=== Begin Enclosure ===
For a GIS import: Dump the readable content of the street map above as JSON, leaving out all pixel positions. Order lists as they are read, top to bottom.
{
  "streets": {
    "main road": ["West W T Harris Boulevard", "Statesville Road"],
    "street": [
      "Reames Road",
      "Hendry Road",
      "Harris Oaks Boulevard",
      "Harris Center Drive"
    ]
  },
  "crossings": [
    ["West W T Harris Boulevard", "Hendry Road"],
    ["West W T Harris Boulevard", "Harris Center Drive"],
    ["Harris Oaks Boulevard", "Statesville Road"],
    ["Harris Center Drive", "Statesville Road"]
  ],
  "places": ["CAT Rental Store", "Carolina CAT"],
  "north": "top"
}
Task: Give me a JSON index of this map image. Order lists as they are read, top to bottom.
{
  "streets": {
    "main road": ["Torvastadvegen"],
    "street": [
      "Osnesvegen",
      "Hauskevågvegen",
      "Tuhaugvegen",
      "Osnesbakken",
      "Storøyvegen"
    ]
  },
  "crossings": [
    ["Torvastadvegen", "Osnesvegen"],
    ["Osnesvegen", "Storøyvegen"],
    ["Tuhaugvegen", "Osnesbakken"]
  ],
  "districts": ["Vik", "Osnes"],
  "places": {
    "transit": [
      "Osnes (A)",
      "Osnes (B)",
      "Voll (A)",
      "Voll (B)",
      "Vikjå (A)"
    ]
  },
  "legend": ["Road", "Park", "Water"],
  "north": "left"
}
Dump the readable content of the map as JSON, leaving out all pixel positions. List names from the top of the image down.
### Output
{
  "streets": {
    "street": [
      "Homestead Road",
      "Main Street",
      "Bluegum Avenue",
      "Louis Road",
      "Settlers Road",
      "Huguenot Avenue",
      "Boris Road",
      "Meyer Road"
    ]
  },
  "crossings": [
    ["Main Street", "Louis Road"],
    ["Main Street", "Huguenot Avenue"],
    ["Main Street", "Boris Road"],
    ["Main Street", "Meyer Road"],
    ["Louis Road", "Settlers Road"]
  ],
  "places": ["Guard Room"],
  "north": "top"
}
=== End Enclosure ===
WHAT TO WORK ON:
Transcribe, exactly as written, all lines of the entries above from the first to the one containing "Dump the readable content of the map", and no more.

ANSWER:
For a GIS import: Dump the readable content of the street map above as JSON, leaving out all pixel positions. Order lists as they are read, top to bottom.
{
  "streets": {
    "main road": ["West W T Harris Boulevard", "Statesville Road"],
    "street": [
      "Reames Road",
      "Hendry Road",
      "Harris Oaks Boulevard",
      "Harris Center Drive"
    ]
  },
  "crossings": [
    ["West W T Harris Boulevard", "Hendry Road"],
    ["West W T Harris Boulevard", "Harris Center Drive"],
    ["Harris Oaks Boulevard", "Statesville Road"],
    ["Harris Center Drive", "Statesville Road"]
  ],
  "places": ["CAT Rental Store", "Carolina CAT"],
  "north": "top"
}
Task: Give me a JSON index of this map image. Order lists as they are read, top to bottom.
{
  "streets": {
    "main road": ["Torvastadvegen"],
    "street": [
      "Osnesvegen",
      "Hauskevågvegen",
      "Tuhaugvegen",
      "Osnesbakken",
      "Storøyvegen"
    ]
  },
  "crossings": [
    ["Torvastadvegen", "Osnesvegen"],
    ["Osnesvegen", "Storøyvegen"],
    ["Tuhaugvegen", "Osnesbakken"]
  ],
  "districts": ["Vik", "Osnes"],
  "places": {
    "transit": [
      "Osnes (A)",
      "Osnes (B)",
      "Voll (A)",
      "Voll (B)",
      "Vikjå (A)"
    ]
  },
  "legend": ["Road", "Park", "Water"],
  "north": "left"
}
Dump the readable content of the map as JSON, leaving out all pixel positions. List names from the top of the image down.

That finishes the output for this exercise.